Aim of the task: Below are the records; tally the lines that include "canvas" and report only the total.

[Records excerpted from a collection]
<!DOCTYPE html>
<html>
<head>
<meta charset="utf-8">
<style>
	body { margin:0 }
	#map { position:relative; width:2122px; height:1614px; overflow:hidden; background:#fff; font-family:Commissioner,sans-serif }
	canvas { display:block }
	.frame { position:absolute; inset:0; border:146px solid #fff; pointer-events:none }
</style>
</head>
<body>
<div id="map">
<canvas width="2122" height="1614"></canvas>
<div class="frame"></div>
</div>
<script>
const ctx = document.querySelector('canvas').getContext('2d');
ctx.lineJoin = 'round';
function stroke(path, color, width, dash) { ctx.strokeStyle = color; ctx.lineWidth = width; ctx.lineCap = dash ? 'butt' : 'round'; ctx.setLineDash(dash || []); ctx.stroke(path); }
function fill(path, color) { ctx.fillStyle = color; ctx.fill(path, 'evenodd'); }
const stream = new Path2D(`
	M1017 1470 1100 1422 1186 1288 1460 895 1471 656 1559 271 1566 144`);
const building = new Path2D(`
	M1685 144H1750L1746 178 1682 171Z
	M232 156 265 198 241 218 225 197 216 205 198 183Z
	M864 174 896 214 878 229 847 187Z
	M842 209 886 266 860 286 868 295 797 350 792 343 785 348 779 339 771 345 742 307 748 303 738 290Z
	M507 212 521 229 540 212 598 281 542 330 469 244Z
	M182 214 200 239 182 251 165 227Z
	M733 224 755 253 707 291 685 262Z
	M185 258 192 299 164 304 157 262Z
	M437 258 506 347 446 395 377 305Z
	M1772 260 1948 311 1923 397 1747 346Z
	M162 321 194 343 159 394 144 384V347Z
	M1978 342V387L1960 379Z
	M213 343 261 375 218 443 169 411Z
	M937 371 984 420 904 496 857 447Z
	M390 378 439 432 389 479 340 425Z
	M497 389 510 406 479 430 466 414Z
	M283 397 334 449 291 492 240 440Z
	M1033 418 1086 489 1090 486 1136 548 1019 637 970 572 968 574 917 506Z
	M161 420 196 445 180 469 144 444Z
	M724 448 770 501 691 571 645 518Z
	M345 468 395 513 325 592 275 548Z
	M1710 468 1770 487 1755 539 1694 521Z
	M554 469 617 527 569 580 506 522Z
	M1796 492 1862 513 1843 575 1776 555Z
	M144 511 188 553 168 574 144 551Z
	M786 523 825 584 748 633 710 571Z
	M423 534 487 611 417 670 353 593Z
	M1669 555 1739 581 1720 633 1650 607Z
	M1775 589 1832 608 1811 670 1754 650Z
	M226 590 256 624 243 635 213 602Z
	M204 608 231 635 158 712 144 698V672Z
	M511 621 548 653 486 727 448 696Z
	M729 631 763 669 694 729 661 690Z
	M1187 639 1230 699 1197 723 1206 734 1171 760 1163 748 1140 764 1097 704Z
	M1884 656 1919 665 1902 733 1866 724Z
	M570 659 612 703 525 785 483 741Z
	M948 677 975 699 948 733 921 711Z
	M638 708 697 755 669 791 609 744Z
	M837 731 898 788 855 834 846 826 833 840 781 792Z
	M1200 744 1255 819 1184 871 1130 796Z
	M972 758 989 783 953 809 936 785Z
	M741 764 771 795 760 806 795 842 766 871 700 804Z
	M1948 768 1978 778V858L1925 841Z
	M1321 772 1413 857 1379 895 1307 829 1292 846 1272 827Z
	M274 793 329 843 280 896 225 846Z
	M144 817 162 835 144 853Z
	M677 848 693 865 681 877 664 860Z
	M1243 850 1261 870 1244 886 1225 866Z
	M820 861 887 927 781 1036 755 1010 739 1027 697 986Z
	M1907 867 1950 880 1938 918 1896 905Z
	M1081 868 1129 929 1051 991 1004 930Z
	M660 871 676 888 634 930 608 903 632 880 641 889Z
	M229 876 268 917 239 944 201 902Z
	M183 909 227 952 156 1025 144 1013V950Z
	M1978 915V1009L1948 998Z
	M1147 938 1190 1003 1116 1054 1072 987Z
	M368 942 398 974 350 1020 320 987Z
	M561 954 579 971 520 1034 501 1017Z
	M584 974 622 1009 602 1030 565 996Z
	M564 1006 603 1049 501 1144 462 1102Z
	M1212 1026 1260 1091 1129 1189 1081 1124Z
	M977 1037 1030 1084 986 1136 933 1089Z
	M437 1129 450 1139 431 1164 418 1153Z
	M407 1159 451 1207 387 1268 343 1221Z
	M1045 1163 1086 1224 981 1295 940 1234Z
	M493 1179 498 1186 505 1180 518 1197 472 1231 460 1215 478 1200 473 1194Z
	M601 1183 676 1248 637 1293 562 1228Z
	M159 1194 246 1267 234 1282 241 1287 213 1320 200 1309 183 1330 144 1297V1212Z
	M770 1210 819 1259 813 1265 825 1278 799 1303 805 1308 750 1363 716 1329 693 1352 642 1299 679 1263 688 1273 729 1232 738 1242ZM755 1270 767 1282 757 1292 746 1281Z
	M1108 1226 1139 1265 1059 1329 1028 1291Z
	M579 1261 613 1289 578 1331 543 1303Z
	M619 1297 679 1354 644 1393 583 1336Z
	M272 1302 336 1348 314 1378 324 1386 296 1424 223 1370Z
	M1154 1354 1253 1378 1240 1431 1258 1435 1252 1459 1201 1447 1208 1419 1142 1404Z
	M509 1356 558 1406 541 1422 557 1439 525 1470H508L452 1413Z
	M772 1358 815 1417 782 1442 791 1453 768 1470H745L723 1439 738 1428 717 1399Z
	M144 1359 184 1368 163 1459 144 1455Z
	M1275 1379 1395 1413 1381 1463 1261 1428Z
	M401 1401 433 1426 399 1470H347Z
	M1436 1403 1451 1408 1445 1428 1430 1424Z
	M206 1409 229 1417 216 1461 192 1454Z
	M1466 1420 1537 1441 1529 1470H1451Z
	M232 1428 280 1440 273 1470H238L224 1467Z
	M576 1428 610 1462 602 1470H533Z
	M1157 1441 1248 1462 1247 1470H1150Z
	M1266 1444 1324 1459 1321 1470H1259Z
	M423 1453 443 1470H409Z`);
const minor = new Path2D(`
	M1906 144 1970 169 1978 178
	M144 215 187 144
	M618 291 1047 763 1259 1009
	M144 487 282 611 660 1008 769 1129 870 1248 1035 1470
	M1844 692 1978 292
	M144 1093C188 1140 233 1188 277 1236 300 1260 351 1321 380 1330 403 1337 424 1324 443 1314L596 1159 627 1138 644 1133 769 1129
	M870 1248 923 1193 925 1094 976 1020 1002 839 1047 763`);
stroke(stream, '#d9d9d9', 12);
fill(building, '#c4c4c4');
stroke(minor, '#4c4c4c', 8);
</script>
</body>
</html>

Solution for this task: 3